In the sense meant in the question, it's not completely unknown (ngrams, useful for its links to book searches), but seems to be most common in the 19th century. Sources appear to be both Catholic and Protestant, but with a bias towards Britsh writers.
It was the confounding the church catholic and its immunities, with the church corporate and its obligations and privileges, which really lay at the root of all the errors entertained, and all the embarrassments experienced in this question
Ten Years of the Church of Scotland from 1833 to 1843: With Historical Retrospect from 1560, Volume 1, James Bryce Bryce (1850) (emphasis mine)
And, hence, they who maintain the theory that the Anglican, Greek, and Roman branches make up, together, the Church Catholic, cannot stop here, even if they would; for the fact of one division authorizes division ad infinitum
Submission to the Catholic Church, Anthony John HANMER (1850) (again, emphasis mine)
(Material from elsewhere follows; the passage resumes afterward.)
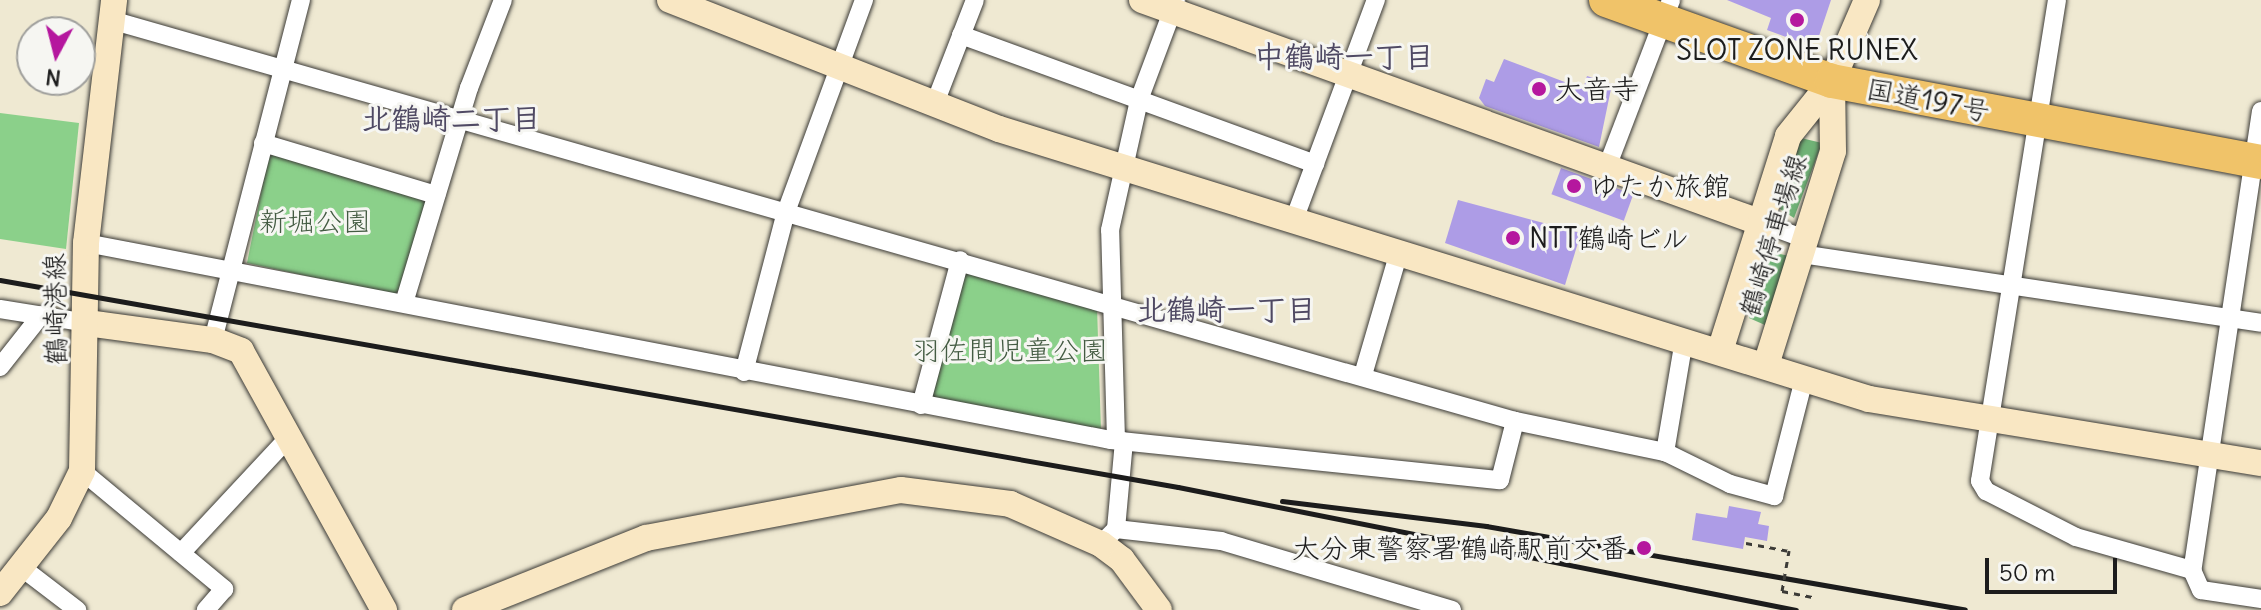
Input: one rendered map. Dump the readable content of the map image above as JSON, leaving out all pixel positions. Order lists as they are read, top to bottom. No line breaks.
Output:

Highlighted in the first quote is the simliar construction Church Corporate which I recollect being used in a nonconformist sense to mean Church as a body of people (as opposed to a building)
One odd case is when church is used to modify a noun Catholic to mean a proper practicing Catholic. A rather contrived example: "Alice still calls herself a Catholic, though she only turns up at Christmas; Bob is a Church Catholic, he's in there every day".
I've heard this use in speech and it might confuse searches if it occurs much in writing.